According to the guidelines published by the “Todo Mejora Foundation” for health professionals in 2017, health teams commonly display prejudices that result in a lack of sensitivity towards trans people. Furthermore, there is a lack of both training and clarity in the care processes and with professionals, therefore, encountering difficulties in understanding the particular needs of this population at the primary level of care as well as problems over coordination and referral to more specialised services (when existing) and coupled with the significant issues arising from the pathologisation of their identities, which all amounts to inadequate responses from the health system that makes it still more difficult for trans people to transit (Infante, 2017). A qualitative study carried out with a trans adult sample reported that the series of difficulties they encountered with the health system during their adolescence led them to evaluate this system as inaccessible, with medical knowledge seeming to recognise only biologically aligned parameters that ignore their subjective and social trajectories (Vásquez-Saavedra, Abarca-Brown and Castelli, 2022).

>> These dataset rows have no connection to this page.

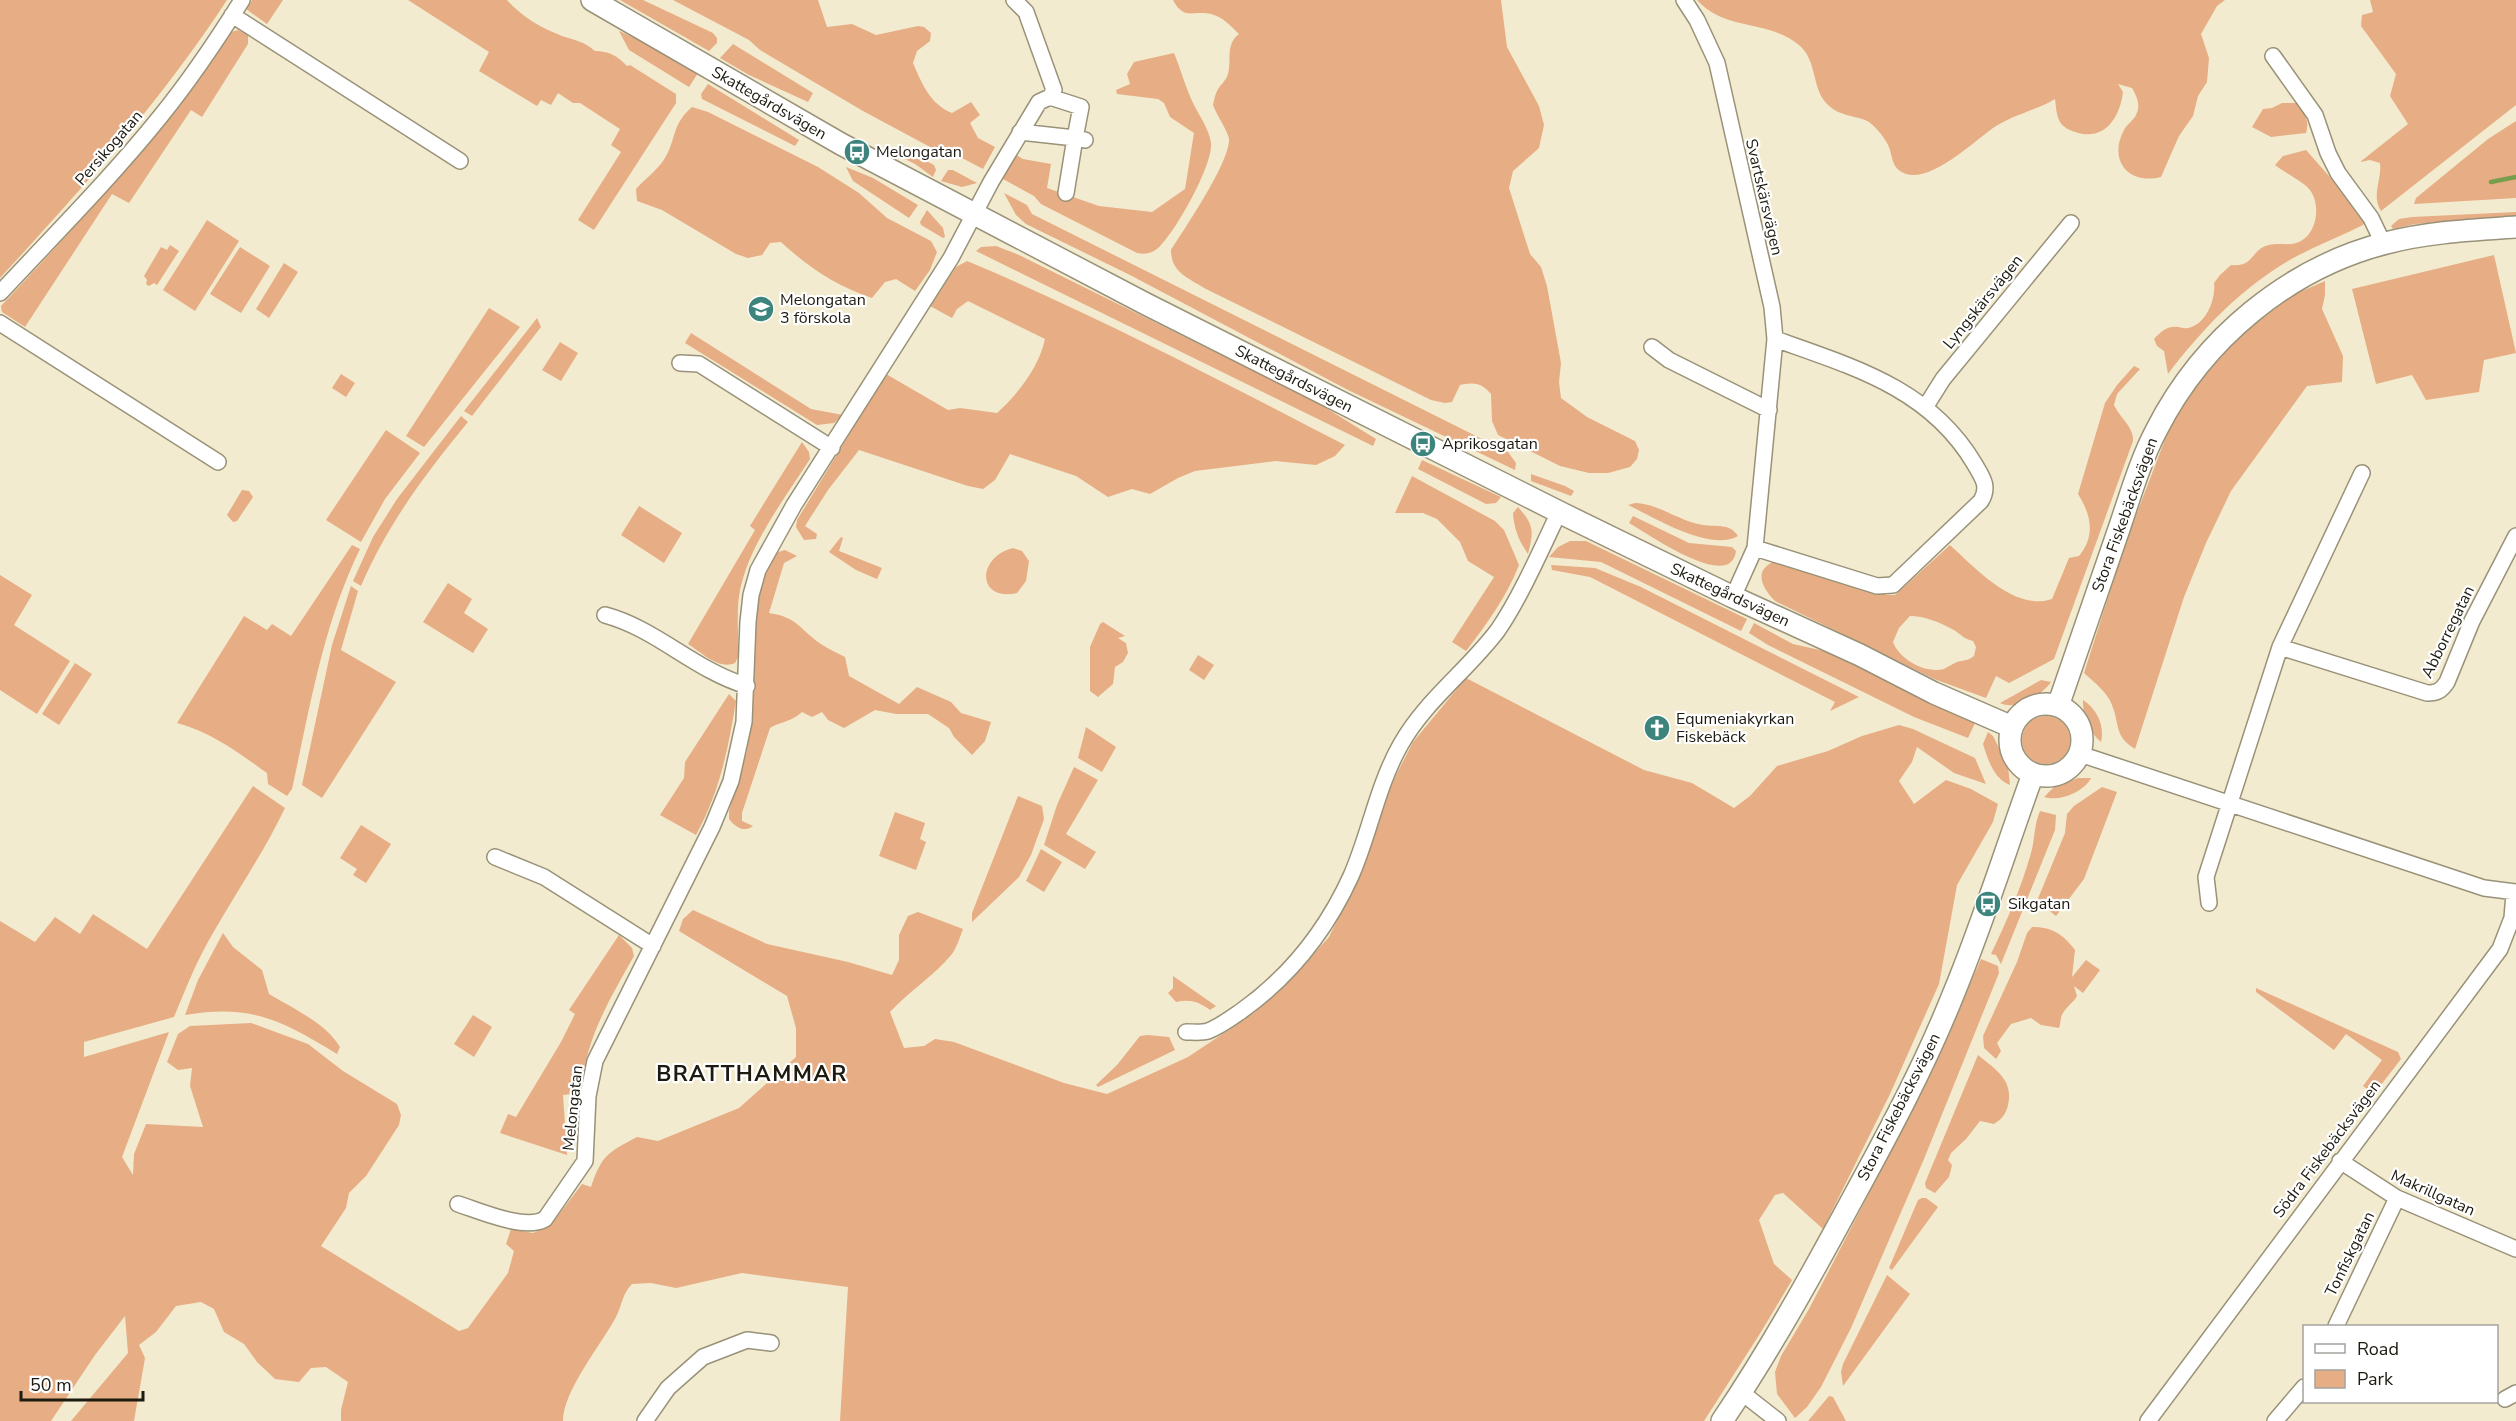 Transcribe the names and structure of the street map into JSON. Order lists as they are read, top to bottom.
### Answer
{
  "streets": {
    "street": [
      "Skattegårdsvägen",
      "Persikogatan",
      "Svartskärsvägen",
      "Lyngskärsvägen",
      "Stora Fiskebäcksvägen",
      "Abborregatan",
      "Melongatan",
      "Södra Fiskebäcksvägen",
      "Makrillgatan",
      "Tonfiskgatan"
    ]
  },
  "crossings": [
    ["Skattegårdsvägen", "Svartskärsvägen"],
    ["Skattegårdsvägen", "Stora Fiskebäcksvägen"],
    ["Skattegårdsvägen", "Melongatan"],
    ["Södra Fiskebäcksvägen", "Makrillgatan"],
    ["Makrillgatan", "Tonfiskgatan"]
  ],
  "districts": ["BRATTHAMMAR"],
  "places": {
    "bus stop": ["Melongatan", "Aprikosgatan", "Sikgatan"],
    "school or university": ["Melongatan 3 förskola"],
    "church": ["Equmeniakyrkan Fiskebäck"]
  },
  "legend": ["Road", "Park"],
  "scale_bar": "50 m"
}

Despite the insufficient supply of trans-specific services and, more specifically, services for the child and adolescent transgender populations in the Chilean public health system, the system has made progress concerning respectfully treating their identities. In 2012, the Ministry of Health issued Circular no. 21, which provides instructions on the treatment that transgender people should receive in the entire healthcare context (Ministerio de Salud de Chile, 2012). More recently, in 2022, the Ministry of Health issued new instructions, Circular no. 05, which specifically caters for transgender children and adolescents (Ministerio de Salud de Chile, 2022).
The portuguese context
With certain differences in Chilean law, the Portuguese legal framework does provide guarantees in relation to health protection and access to transgender-specific services, although these healthcare access guarantees did not get reflected in the recently published “Health strategy for lesbians, gays, bisexuals, transsexuals and intersexuals,” which refers only to the situation of intersex children and adolescents and not to these transgender age groups (Ministério da Saúde de Portugal, 2019).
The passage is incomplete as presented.